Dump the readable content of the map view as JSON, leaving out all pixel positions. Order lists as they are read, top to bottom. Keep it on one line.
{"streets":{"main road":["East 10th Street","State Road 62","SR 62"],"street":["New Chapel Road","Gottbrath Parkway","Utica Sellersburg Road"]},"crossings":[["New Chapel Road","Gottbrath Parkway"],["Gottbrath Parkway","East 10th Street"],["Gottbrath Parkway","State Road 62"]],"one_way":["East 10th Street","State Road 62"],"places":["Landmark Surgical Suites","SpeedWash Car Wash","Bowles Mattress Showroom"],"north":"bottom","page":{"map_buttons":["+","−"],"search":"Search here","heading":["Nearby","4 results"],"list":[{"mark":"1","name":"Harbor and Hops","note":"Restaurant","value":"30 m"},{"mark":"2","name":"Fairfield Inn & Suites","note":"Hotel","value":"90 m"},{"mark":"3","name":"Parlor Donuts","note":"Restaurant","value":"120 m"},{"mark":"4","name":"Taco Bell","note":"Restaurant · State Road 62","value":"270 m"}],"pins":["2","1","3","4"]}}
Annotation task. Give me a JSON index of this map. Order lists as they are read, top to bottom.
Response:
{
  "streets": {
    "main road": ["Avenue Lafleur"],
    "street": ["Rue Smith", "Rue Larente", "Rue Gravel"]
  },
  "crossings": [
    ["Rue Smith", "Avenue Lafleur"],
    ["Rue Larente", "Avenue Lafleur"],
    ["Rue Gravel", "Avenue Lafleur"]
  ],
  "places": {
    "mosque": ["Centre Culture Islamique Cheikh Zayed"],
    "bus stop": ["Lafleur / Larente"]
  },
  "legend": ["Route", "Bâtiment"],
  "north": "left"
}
::::::
- **TASK GOAL**
Give all the lines above again, exactly.

- **TASK OUTPUT**
Dump the readable content of the map view as JSON, leaving out all pixel positions. Order lists as they are read, top to bottom. Keep it on one line.
{"streets":{"main road":["East 10th Street","State Road 62","SR 62"],"street":["New Chapel Road","Gottbrath Parkway","Utica Sellersburg Road"]},"crossings":[["New Chapel Road","Gottbrath Parkway"],["Gottbrath Parkway","East 10th Street"],["Gottbrath Parkway","State Road 62"]],"one_way":["East 10th Street","State Road 62"],"places":["Landmark Surgical Suites","SpeedWash Car Wash","Bowles Mattress Showroom"],"north":"bottom","page":{"map_buttons":["+","−"],"search":"Search here","heading":["Nearby","4 results"],"list":[{"mark":"1","name":"Harbor and Hops","note":"Restaurant","value":"30 m"},{"mark":"2","name":"Fairfield Inn & Suites","note":"Hotel","value":"90 m"},{"mark":"3","name":"Parlor Donuts","note":"Restaurant","value":"120 m"},{"mark":"4","name":"Taco Bell","note":"Restaurant · State Road 62","value":"270 m"}],"pins":["2","1","3","4"]}}
Annotation task. Give me a JSON index of this map. Order lists as they are read, top to bottom.
Response:
{
  "streets": {
    "main road": ["Avenue Lafleur"],
    "street": ["Rue Smith", "Rue Larente", "Rue Gravel"]
  },
  "crossings": [
    ["Rue Smith", "Avenue Lafleur"],
    ["Rue Larente", "Avenue Lafleur"],
    ["Rue Gravel", "Avenue Lafleur"]
  ],
  "places": {
    "mosque": ["Centre Culture Islamique Cheikh Zayed"],
    "bus stop": ["Lafleur / Larente"]
  },
  "legend": ["Route", "Bâtiment"],
  "north": "left"
}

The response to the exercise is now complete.